The next transition occurs in the range of phenotypes produced by embryos homozygous for dpp^hr4, dpp^hr27, dpp^hr92, and heteroallelic combinations thereof. In this transition progressive loss of the posteriorly located Filzkörper is observed. In homozygous dpp^hr4 embryos, at least one normally differentiated Filzkörper is observed in every case (Fig. 2H); in homozygous dpp^hr92 embryos, the Filzkörper are either normally differentiated as in dpp^hr4 (rare), irregular or partially deleted (Fig 4H), or entirely absent (Fig. 3A); in homozygous dpp^hr27 embryos, small remnants of the Filzkörper are occasionally observed (Fig. 4I), but in general they are entirely absent (Fig. 3B). In addition to this defect, further degeneration of the mouth hooks and antennal sense organs is observed. The change here is particularly interesting as the pairs of mouth hooks and antennal sense organs are not lost, but rather fuse to form a single irregular mouth hook and antennal sense organ (Fig. 4E). These fused structures are present as such in all of the more severe genotypes discussed below.

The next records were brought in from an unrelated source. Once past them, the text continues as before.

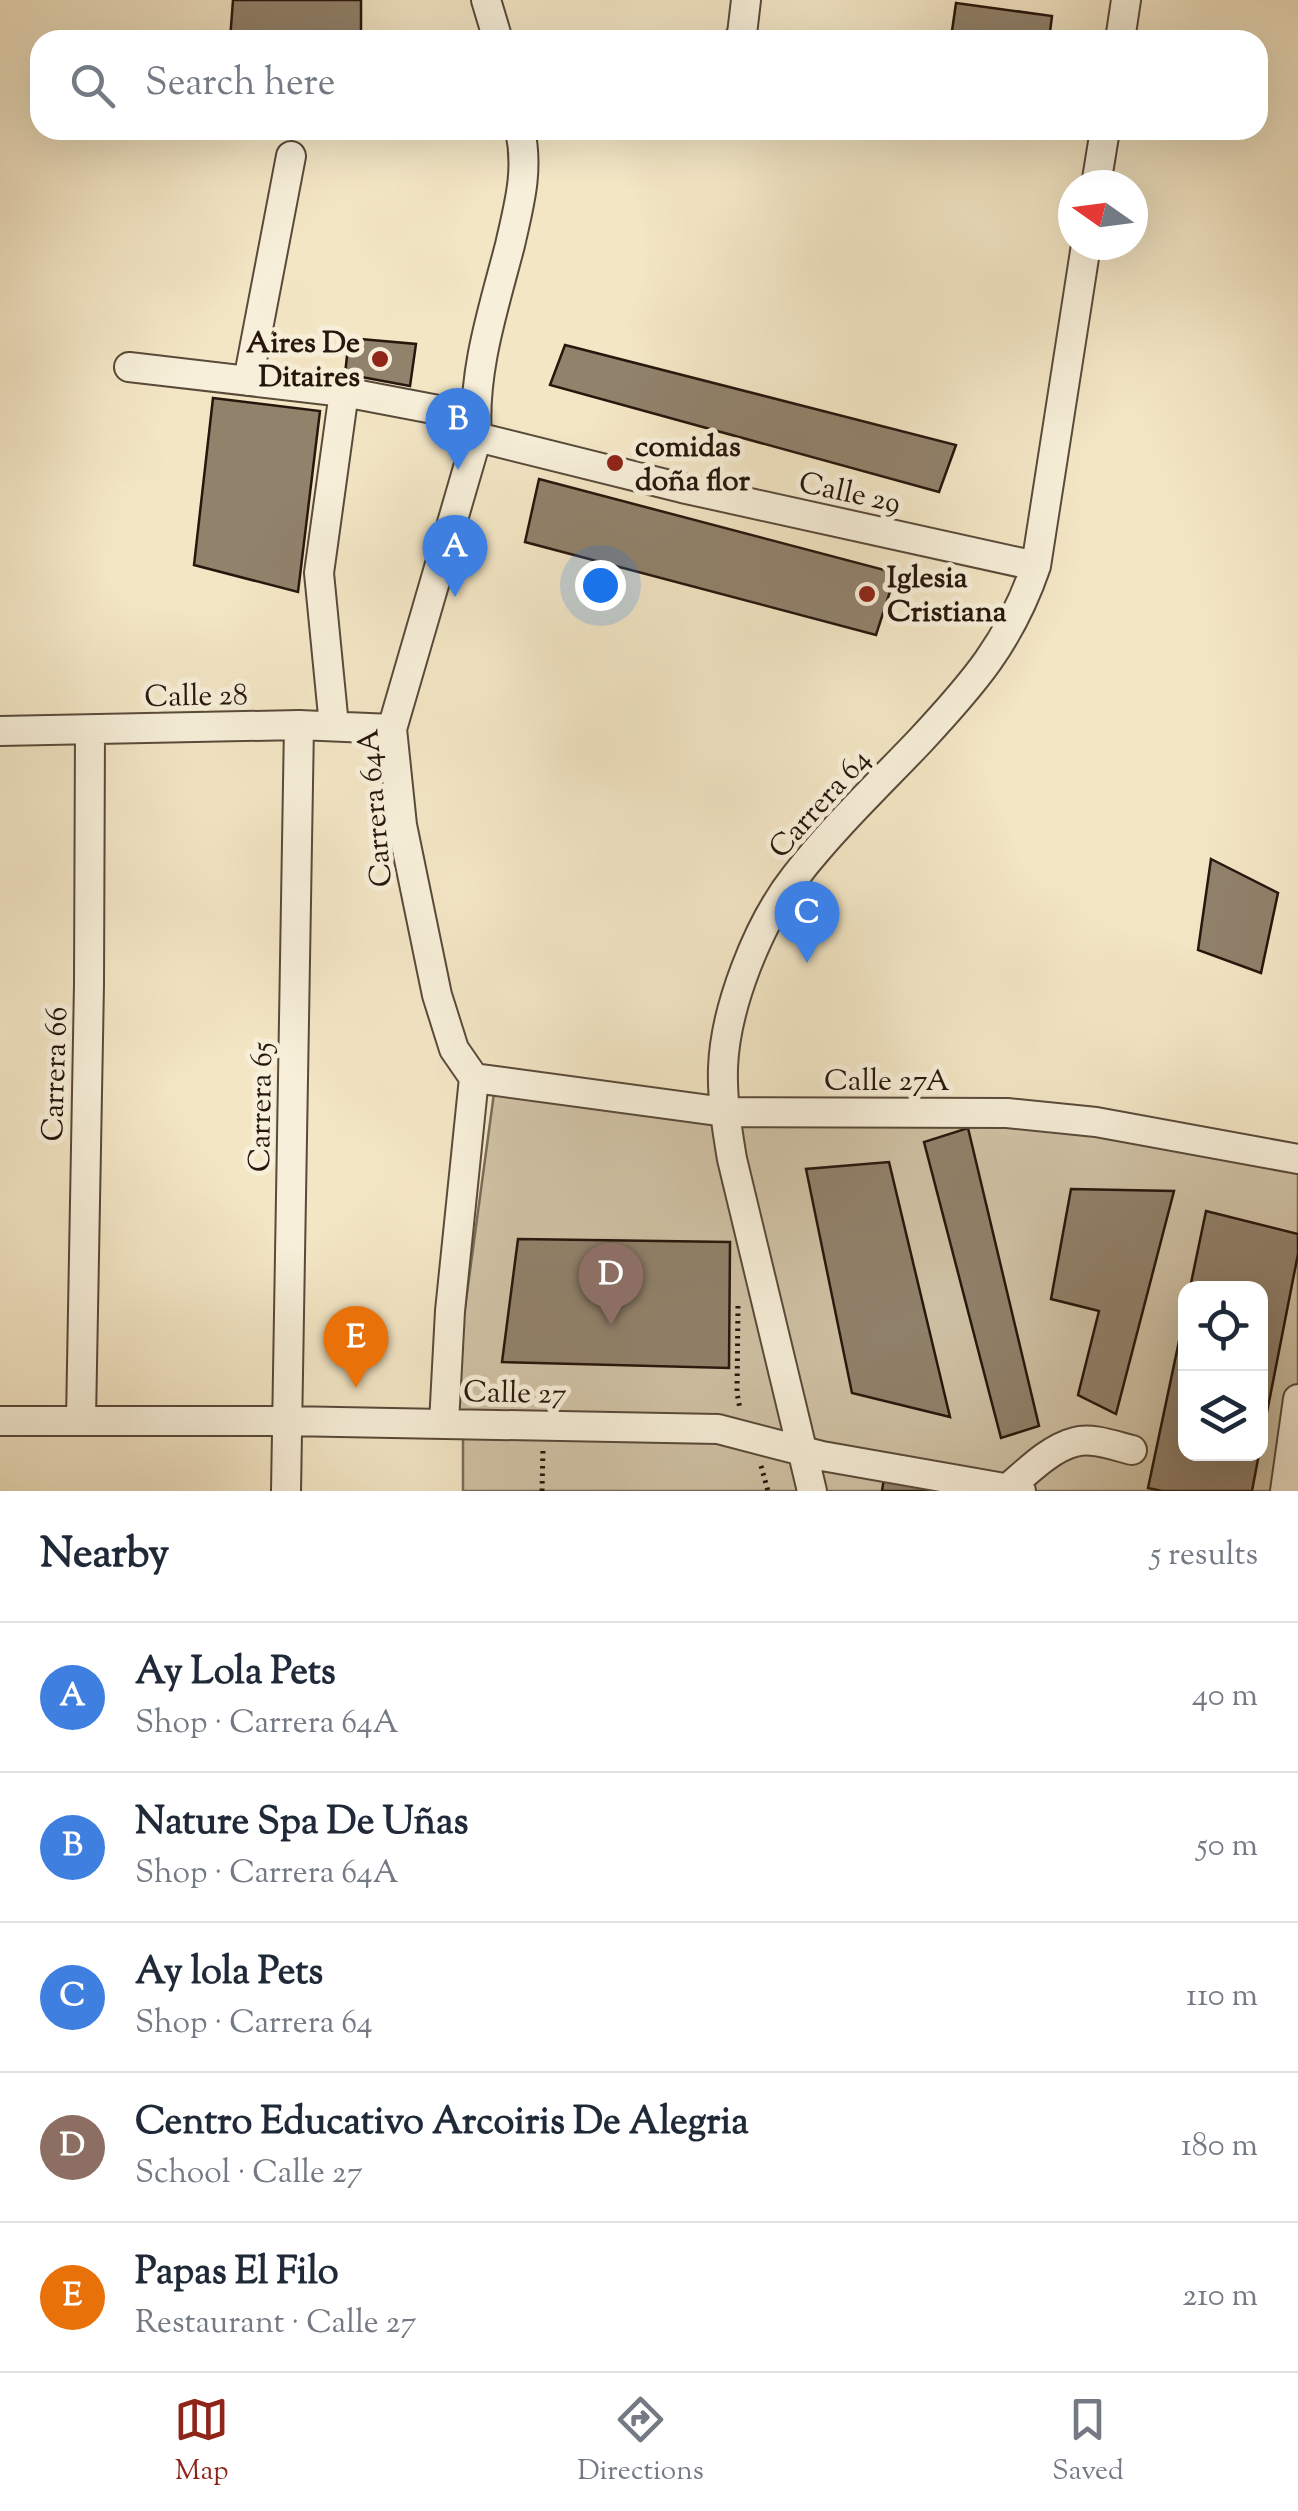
<!DOCTYPE html>
<html lang="en">
<head>
<meta charset="utf-8">
<style>
  :root { --surface:#fff; --page:#f2f2f3; --text:#1f2937; --muted:#747a83; --line:#e0e1e3; --accent:#8f2418 }
  body { margin:0; font-family:"Sorts Mill Goudy",serif; background:var(--page); color:var(--text) }
  .controls { position:absolute; right:30px; bottom:30px; display:grid; overflow:hidden; border-radius:20px; box-shadow:0 10px 40px #0002 }
  .controls button { width:90px; height:90px; display:grid; place-items:center; padding:0; border:0; border-bottom:2px solid var(--line); background:var(--surface); color:var(--text); font:50px sans-serif }
  .compass { position:absolute; left:1058px; top:170px; width:90px; height:90px; border-radius:50%; background:var(--surface); box-shadow:0 10px 40px #0002; rotate:284deg }
  .you { position:absolute; left:600px; top:585px; width:35px; height:35px; margin:-25px; border:8px solid #fff; border-radius:50%; background:#1a73e8; box-shadow:0 0 0 15px #1a73e833 }
  .badge { display:grid; place-items:center; width:65px; height:65px; border-radius:50%; background:var(--accent); color:#fff; font-size:32px; font-weight:700 }
  .pin { position:absolute; translate:-50% -82px; filter:drop-shadow(0 2px 5px #0008) }
  .pin::after { content:''; position:absolute; top:52px; width:35px; height:30px; background:inherit; clip-path:polygon(0 0,100% 0,50% 100%) }
  .list { margin:0; padding:0; list-style:none }
  h2 { display:flex; justify-content:space-between; align-items:center; height:130px; margin:0; padding:0 40px; font-size:42px }
  h2 small { font-size:32px; font-weight:400; color:var(--muted) }
  .list li { display:grid; grid-template-columns:65px 1fr auto; gap:30px; align-items:center; box-sizing:border-box; height:150px; padding:0 40px; border-top:2px solid var(--line) }
  .list b { display:block; font-size:38px; white-space:nowrap }
  .list p { margin:0; font-size:32px; white-space:nowrap; color:var(--muted) }
  .list em { font-size:32px; font-style:normal; color:var(--muted) }
  .icon { flex:none; width:55px; height:55px; fill:none; stroke:currentColor; stroke-width:2; stroke-linecap:round; stroke-linejoin:round }
  .map { position:relative; flex:none; width:1298px; height:1491px; overflow:hidden }
  .search { position:absolute; background:var(--surface); box-shadow:0 10px 40px #0002; left:30px; right:30px; top:30px; height:110px; display:flex; align-items:center; gap:25px; box-sizing:border-box; padding:0 35px; border-radius:30px; color:var(--muted); font-size:38px }
  .sheet { height:880px; background:var(--surface) }
  nav { display:flex; justify-content:space-around; align-items:center; box-sizing:border-box; height:140px; border-top:2px solid var(--line); background:var(--surface); font-size:28px; color:var(--muted) }
  nav a { display:grid; justify-items:center; gap:5px }
  nav .on { color:var(--accent) }
  .map>svg:first-child { display:block }
</style>
</head>
<body>
<div class="map">
<svg width="1298" height="1491" viewBox="0 0 1298 1491">
  <rect width="100%" height="100%" fill="#f3e6c5"/>
  <filter id="stains"><feTurbulence type="fractalNoise" baseFrequency=".002" numOctaves="4"/><feColorMatrix values="0 0 0 0 .2 0 0 0 0 .09 0 0 0 0 .02 0 0 0 .5 -.17"/></filter>
  <radialGradient id="worn" r=".72"><stop offset=".6" stop-color="#630" stop-opacity="0"/><stop offset="1" stop-color="#630" stop-opacity=".3"/></radialGradient>
  <path fill="#d0c3a6" stroke="#7b6c59" stroke-width="2.5" fill-rule="evenodd" d="M494,1093L1057,1123L1298,1168V1491H463V1429L453,1397ZM1186,1288H1260V1454H1186Z"/>
  <path fill="#91826c" stroke="#26160c" stroke-width="2.5" d="M233,0H361V40H230Z
    M956,3L1052,16L1049,40H1019L952,31Z
    M349,338L416,344L410,386L345,374Z
    M565,345L956,445L939,492L550,385Z
    M213,398L320,411L298,592L194,565Z
    M539,479L896,573L876,635L525,542Z
    M1211,859L1278,893L1261,973L1198,950Z
    M968,1128L1039,1426L1001,1438L924,1142Z
    M889,1162L950,1417L852,1393L806,1169Z
    M1071,1189L1174,1191L1116,1414L1078,1395L1099,1311L1051,1299Z
    M1206,1211L1298,1234V1254L1260,1448V1288H1190Z
    M518,1239L730,1242L729,1368L502,1362Z
    M1186,1308V1454H1259L1252,1491H1162L1148,1488Z
    M884,1478L971,1491H882Z"/>
  <g fill="none" stroke-linecap="round" stroke-linejoin="round">
    <g stroke="#594a3a" stroke-width="32">
      <path id="minor" d="M486,0L498,40
        M738,40L742,34L746,0
        M1120,40L1126,0
        M1096,185L1105,130
        M129,367L344,392L475,417
        M248,381L291,156
        M477,437L682,488L1036,566
        M334,726L319,573L344,392
        M0,731L299,725L392,729
        M474,1078L725,1112L1007,1113L1096,1122L1298,1159
        M81,1420L89,984L90,730
        M0,1421H287L718,1429L822,1456L1021,1491
        M444,1423L450,1311L474,1078L454,1049L437,995L402,825L392,729L477,437C472,372 494,307 510,245C519,205 529,171 520,130
        M1007,1489C1026,1473 1050,1448 1075,1442C1092,1437 1115,1446 1132,1450
        M286,1491L299,725
        M812,1491L732,1159C727,1129 722,1099 723,1068C725,1008 758,924 795,877C832,829 877,786 919,742C973,684 1010,642 1036,566L1086,245
        M1285,1491L1298,1399"/>
    </g>
    <path stroke="#26160c" stroke-width="5" stroke-dasharray="2.5 5" stroke-linecap="butt" d="M738,1306L737,1393L740,1409
      M761,1466L768,1491
      M542,1491L543,1449"/>
    <use href="#minor" stroke="#f7efd9" stroke-width="28"/>
  </g>
  <g fill="#8f2418" stroke="#f7efd9" stroke-width="4">
    <circle cx="380" cy="359" r="10"/>
    <circle cx="615" cy="463" r="10"/>
    <circle cx="867" cy="594" r="10"/>
  </g>
  <g text-anchor="middle" stroke-width="10" stroke-linejoin="round" paint-order="stroke">
    <g font-size="30" font-weight="bold" fill="#26160c" stroke="#f7efd9" text-anchor="start">
      <text x="360" y="352" text-anchor="end">Aires De<tspan x="360" dy="34">Ditaires</tspan></text>
      <text x="635" y="456">comidas<tspan x="635" dy="34">doña flor</tspan></text>
      <text x="887" y="587">Iglesia<tspan x="887" dy="34">Cristiana</tspan></text>
    </g>
    <g font-size="30" fill="#26160c" stroke="#f7efd9">
      <text transform="translate(850 492) rotate(12)" y="10">Calle 29</text>
      <text transform="translate(196 695) rotate(-1)" y="10">Calle 28</text>
      <text transform="translate(819 803) rotate(-48)" y="10">Carrera 64</text>
      <text transform="translate(374 808) rotate(-95)" y="10">Carrera 64A</text>
      <text transform="translate(54 1074) rotate(-88)" y="10">Carrera 66</text>
      <text x="887" y="1090">Calle 27A</text>
      <text transform="translate(260 1107) rotate(-89)" y="10">Carrera 65</text>
      <text transform="translate(515 1392) rotate(1)" y="10">Calle 27</text>
    </g>
  </g>
  <rect width="100%" height="100%" filter="url(#stains)"/>
  <rect width="100%" height="100%" fill="url(#worn)"/>
</svg>
<div class="controls">
<button><svg class="icon" aria-label="locate" viewBox="0 0 24 24"><circle cx="12" cy="12" r="6"/><path d="M12 2v4M12 18v4M2 12h4M18 12h4"/></svg></button>
<button><svg class="icon" aria-label="layers" viewBox="0 0 24 24"><path d="M12 4l9 5-9 5-9-5zM3 14l9 5 9-5"/></svg></button>
</div>
<svg class="compass" viewBox="-18 -18 36 36"><path d="M0-13l5 13h-10z" fill="#e53935"/><path d="M0 13l5-13h-10z" fill="#747a83"/></svg>
<div class="you"></div>
<div class="pin badge" style="left:455px;top:597px;background:#3f7fe0">A</div>
<div class="pin badge" style="left:458px;top:470px;background:#3f7fe0">B</div>
<div class="pin badge" style="left:807px;top:963px;background:#3f7fe0">C</div>
<div class="pin badge" style="left:611px;top:1325px;background:#8d6e63">D</div>
<div class="pin badge" style="left:356px;top:1388px;background:#e8710a">E</div>
<div class="search"><svg class="icon" aria-label="search" viewBox="0 0 24 24"><circle cx="10" cy="10" r="6"/><path d="M15 15l6 6"/></svg>Search here</div>
</div>
<section class="sheet">
<h2>Nearby<small>5 results</small></h2>
<ul class="list">
<li><span class="badge" style="background:#3f7fe0">A</span><div><b>Ay Lola Pets</b><p>Shop · Carrera 64A</p></div><em>40 m</em></li>
<li><span class="badge" style="background:#3f7fe0">B</span><div><b>Nature Spa De Uñas</b><p>Shop · Carrera 64A</p></div><em>50 m</em></li>
<li><span class="badge" style="background:#3f7fe0">C</span><div><b>Ay lola Pets</b><p>Shop · Carrera 64</p></div><em>110 m</em></li>
<li><span class="badge" style="background:#8d6e63">D</span><div><b>Centro Educativo Arcoiris De Alegria</b><p>School · Calle 27</p></div><em>180 m</em></li>
<li><span class="badge" style="background:#e8710a">E</span><div><b>Papas El Filo</b><p>Restaurant · Calle 27</p></div><em>210 m</em></li>
</ul>
</section>
<nav>
<a class="on"><svg class="icon" aria-label="map" viewBox="0 0 24 24"><path d="M3 6l6-2 6 2 6-2v14l-6 2-6-2-6 2zM9 4v14M15 6v14"/></svg>Map</a>
<a><svg class="icon" aria-label="directions" viewBox="0 0 24 24"><path d="M12 3l9 9-9 9-9-9zM9 14v-3h6M13 9l2 2-2 2"/></svg>Directions</a>
<a><svg class="icon" aria-label="saved" viewBox="0 0 24 24"><path d="M7 4h10v16l-5-4-5 4z"/></svg>Saved</a>
</nav>
</body>
</html>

Subsequent to the loss of the Filzkörper and the fusion of the mouth hooks and antennal sense organs, the most obvious transition that is observed in the cuticles is the progressive expansion of the ventral denticle belts. In embryos homozygous for dpp^hr93 and dpp^H94, and in transheterozygous combinations with dpp^H46, the tips of the denticle belts in the most anterior and most posterior segments are observed to meet at the dorsal side of the embryo (Fig. 3C,D,E,F) indicating a complete loss of dorsal structures in these regions. The tips of the denticle belts in the midabdominal segments are expanded, but in general, they do not completely encircle the embryo and a small patch of dorsal tissue remains on the dorsal side (Fig. 3D,E,F). In the more severe genotypes like dpp^H95/dpp^hr93, dpp^H95/dpp^H94 and dpp^H95/dpp^H91 further expansion of the ventral denticle belts is evidenced by an increase in the width of the denticles that reach the dorsal side of the embryo (Fig. 3G). Finally, in dpp^H46 homozygotes (complete null) no dorsal structures are observed, and the ventral denticle belts encircle the entire embryo (Fig. 3H, Irish and Gelbart, 1987). The most ventral pattern elements in the tail region of the embryo, the anal pads (Jürgens, 1987), are observed in all mutant embryos except the null (Fig. 3H; Table 2).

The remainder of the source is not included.